Data:

——

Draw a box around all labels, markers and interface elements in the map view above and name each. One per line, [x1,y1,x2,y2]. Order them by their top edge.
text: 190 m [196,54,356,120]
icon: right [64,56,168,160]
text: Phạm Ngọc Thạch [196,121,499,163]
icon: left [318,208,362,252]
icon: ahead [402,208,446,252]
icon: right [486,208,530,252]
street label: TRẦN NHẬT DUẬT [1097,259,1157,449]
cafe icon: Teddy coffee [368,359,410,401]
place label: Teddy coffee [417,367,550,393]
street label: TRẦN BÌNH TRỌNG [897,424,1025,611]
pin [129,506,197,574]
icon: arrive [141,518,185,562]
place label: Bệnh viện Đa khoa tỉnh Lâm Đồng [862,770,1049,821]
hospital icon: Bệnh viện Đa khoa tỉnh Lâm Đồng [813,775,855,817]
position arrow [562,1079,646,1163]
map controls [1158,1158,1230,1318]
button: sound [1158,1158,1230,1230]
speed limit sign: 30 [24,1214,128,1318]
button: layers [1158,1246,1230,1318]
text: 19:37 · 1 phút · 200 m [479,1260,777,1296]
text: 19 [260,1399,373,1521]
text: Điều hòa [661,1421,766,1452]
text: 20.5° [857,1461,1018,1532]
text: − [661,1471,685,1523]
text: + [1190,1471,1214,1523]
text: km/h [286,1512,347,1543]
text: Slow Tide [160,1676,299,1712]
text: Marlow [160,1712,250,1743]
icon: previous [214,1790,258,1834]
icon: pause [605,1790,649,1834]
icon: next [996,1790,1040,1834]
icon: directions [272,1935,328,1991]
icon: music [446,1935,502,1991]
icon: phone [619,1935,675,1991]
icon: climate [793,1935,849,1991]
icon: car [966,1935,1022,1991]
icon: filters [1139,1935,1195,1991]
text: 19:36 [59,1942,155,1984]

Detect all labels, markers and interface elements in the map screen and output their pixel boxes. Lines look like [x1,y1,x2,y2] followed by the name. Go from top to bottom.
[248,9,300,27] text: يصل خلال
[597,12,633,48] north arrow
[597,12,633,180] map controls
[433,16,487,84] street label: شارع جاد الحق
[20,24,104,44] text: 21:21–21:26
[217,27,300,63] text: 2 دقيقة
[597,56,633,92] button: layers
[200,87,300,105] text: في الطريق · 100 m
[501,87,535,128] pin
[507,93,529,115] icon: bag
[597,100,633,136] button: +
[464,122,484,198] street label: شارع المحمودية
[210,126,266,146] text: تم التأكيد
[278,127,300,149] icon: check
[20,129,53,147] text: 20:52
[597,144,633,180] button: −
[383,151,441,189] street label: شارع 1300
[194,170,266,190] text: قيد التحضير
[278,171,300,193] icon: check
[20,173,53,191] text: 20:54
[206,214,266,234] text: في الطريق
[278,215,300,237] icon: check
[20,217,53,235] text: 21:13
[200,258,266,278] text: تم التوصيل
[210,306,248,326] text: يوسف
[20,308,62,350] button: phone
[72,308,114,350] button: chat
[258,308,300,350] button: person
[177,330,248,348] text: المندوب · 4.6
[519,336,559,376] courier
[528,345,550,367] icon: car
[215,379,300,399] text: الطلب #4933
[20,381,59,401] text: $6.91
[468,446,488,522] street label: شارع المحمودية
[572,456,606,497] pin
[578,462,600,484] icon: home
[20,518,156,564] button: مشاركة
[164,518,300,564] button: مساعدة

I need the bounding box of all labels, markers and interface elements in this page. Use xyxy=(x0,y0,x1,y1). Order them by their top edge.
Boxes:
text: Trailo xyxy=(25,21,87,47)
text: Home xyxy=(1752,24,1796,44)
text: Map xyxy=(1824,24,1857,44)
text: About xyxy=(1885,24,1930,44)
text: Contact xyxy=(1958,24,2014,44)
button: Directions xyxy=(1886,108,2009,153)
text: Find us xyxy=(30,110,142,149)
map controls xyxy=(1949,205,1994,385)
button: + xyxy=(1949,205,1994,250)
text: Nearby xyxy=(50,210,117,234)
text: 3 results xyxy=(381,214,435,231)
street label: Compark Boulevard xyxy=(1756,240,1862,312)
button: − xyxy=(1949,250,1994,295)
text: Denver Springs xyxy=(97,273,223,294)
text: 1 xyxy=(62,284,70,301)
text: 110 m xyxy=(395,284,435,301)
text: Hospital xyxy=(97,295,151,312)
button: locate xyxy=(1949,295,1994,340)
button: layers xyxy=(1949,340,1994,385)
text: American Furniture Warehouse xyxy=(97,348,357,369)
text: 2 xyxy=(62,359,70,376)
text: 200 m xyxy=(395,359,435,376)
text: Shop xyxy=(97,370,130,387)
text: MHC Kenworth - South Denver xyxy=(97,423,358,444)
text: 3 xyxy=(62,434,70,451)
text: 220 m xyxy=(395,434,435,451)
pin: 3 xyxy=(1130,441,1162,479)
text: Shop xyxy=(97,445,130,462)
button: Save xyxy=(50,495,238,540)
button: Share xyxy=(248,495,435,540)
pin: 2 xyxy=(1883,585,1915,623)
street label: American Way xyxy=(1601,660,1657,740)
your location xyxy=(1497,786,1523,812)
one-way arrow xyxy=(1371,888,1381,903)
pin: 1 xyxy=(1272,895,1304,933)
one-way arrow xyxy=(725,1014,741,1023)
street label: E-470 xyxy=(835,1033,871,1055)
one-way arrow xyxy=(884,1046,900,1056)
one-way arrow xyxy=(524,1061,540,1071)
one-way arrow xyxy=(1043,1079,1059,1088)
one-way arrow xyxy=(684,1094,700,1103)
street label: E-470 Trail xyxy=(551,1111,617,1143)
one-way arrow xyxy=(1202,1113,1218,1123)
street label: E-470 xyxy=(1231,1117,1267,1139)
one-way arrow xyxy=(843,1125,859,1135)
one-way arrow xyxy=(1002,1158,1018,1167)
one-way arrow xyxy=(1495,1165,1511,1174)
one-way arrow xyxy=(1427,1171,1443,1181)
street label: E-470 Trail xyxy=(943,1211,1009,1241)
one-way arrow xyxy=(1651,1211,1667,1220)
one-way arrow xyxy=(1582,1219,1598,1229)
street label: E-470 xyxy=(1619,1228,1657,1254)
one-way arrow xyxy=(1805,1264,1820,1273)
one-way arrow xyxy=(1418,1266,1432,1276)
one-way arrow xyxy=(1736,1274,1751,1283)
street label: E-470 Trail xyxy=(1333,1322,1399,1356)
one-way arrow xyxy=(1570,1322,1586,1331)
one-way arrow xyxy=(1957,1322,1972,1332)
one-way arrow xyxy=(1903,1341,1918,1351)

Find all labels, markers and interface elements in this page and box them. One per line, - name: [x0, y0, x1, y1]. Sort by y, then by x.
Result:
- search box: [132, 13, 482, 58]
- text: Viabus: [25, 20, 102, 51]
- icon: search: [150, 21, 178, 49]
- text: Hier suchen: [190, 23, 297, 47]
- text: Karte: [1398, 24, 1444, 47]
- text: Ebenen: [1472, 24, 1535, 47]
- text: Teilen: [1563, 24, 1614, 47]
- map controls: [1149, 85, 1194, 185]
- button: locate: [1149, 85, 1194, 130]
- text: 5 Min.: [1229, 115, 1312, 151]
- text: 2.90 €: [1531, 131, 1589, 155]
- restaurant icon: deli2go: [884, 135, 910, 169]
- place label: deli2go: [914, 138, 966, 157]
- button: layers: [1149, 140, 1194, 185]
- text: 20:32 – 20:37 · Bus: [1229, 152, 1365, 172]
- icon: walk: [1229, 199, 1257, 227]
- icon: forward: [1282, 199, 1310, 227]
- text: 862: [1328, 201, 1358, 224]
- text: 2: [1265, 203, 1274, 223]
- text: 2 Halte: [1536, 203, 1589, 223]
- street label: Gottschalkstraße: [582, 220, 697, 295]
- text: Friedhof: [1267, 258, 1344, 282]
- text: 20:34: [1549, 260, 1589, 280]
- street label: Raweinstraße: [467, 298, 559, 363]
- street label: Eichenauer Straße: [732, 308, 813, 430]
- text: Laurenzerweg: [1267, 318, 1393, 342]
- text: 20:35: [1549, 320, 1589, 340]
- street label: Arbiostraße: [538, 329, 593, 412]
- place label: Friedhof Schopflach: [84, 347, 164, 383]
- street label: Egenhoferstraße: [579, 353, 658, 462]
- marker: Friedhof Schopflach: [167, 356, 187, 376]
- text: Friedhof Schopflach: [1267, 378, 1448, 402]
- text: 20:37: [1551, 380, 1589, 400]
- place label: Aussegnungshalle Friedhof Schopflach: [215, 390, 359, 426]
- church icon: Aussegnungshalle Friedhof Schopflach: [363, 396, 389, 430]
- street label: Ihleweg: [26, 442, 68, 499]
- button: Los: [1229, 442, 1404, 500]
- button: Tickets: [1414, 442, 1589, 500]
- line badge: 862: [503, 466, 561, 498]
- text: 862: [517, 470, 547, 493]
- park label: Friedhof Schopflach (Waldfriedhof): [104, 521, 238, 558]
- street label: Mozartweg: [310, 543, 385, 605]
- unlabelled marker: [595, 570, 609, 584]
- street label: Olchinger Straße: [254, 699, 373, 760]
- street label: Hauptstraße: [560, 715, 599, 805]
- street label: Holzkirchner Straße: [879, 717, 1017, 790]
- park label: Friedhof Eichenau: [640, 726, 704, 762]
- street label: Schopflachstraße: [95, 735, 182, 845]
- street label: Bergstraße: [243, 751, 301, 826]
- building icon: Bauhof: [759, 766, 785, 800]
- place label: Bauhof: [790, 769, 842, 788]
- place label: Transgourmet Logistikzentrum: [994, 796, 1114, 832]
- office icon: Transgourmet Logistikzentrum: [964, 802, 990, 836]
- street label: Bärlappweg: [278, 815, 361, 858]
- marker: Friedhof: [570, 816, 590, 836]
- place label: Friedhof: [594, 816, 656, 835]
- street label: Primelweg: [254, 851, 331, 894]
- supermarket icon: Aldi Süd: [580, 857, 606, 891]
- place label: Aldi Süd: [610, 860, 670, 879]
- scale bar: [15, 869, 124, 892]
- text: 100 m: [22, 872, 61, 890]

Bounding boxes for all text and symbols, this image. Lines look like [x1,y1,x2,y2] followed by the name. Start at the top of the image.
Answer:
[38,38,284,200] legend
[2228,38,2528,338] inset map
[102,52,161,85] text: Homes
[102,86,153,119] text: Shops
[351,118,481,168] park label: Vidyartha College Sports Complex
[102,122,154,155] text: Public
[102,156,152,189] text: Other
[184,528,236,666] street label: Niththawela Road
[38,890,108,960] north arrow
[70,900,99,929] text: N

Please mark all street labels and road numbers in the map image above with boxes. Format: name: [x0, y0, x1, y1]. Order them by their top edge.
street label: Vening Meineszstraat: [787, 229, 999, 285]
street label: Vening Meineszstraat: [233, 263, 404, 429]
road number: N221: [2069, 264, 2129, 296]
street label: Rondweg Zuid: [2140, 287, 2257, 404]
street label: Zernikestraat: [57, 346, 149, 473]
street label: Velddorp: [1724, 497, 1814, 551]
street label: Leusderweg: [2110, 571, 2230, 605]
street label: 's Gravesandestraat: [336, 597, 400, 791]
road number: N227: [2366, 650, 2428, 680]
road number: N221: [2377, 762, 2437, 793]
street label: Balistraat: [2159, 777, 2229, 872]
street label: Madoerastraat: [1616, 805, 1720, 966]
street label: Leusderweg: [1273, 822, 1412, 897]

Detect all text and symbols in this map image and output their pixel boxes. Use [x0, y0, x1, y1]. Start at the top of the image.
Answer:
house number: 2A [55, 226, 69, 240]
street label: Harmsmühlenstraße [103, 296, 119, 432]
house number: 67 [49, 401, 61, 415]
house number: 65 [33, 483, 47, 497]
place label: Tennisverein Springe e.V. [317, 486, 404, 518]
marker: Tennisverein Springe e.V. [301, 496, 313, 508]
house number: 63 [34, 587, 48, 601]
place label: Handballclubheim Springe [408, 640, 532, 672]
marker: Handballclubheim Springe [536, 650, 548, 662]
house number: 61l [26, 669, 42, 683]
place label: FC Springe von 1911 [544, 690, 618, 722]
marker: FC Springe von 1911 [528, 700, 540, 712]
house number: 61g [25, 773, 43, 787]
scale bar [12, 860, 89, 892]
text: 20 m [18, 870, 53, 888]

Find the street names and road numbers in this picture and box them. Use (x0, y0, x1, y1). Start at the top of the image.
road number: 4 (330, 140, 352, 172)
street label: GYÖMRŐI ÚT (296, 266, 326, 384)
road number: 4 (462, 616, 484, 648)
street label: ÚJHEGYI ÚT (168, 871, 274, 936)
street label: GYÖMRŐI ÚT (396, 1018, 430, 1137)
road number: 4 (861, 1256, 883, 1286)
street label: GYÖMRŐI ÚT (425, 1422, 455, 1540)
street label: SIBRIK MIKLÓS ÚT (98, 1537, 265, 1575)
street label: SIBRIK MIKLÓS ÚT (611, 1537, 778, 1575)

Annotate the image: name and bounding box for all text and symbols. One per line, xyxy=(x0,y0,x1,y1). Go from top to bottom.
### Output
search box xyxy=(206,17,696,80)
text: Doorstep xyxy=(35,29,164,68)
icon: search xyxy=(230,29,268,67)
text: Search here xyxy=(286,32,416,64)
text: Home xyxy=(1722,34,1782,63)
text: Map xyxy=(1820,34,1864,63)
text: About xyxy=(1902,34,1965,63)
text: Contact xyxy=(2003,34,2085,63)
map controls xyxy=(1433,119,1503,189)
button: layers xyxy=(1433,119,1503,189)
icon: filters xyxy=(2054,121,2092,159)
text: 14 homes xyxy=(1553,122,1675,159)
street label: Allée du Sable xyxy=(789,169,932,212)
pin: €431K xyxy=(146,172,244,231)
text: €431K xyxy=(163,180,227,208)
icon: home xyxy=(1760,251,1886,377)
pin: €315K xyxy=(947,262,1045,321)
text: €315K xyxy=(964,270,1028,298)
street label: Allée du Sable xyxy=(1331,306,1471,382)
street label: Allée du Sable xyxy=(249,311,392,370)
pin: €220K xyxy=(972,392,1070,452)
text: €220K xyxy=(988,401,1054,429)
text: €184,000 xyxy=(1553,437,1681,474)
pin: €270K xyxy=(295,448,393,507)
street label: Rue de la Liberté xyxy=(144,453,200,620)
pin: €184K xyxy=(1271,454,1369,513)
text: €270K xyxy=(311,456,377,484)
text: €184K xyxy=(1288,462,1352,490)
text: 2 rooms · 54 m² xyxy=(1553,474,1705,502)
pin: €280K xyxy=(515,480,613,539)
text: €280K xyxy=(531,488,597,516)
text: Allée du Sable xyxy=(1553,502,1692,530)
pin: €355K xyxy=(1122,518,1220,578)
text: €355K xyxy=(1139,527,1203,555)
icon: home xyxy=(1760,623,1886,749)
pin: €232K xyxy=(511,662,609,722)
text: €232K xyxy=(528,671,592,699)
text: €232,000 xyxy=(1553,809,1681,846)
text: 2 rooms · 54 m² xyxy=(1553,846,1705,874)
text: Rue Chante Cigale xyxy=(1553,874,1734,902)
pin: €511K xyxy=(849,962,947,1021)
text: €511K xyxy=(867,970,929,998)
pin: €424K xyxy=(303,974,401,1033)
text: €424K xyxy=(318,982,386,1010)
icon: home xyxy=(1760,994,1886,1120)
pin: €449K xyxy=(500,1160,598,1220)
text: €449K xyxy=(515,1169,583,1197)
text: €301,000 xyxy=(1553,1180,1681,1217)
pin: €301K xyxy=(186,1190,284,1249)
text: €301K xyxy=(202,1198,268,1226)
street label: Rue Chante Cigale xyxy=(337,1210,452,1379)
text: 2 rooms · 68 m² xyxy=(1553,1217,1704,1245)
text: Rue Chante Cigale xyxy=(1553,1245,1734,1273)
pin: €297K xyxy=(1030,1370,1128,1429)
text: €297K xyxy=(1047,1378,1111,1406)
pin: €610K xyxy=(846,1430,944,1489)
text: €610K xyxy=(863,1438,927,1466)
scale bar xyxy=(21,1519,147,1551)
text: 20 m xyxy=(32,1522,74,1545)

——

Only the lines above starting at the one containing "Find the street" and ending at the one containing "Annotate the image: name", both included, are to be returned, exactly as they read.

Final answer:
Find the street names and road numbers in this picture and box them. Use (x0, y0, x1, y1). Start at the top of the image.
road number: 4 (330, 140, 352, 172)
street label: GYÖMRŐI ÚT (296, 266, 326, 384)
road number: 4 (462, 616, 484, 648)
street label: ÚJHEGYI ÚT (168, 871, 274, 936)
street label: GYÖMRŐI ÚT (396, 1018, 430, 1137)
road number: 4 (861, 1256, 883, 1286)
street label: GYÖMRŐI ÚT (425, 1422, 455, 1540)
street label: SIBRIK MIKLÓS ÚT (98, 1537, 265, 1575)
street label: SIBRIK MIKLÓS ÚT (611, 1537, 778, 1575)

Annotate the image: name and bounding box for all text and symbols. One per line, xyxy=(x0,y0,x1,y1). Go from top to bottom.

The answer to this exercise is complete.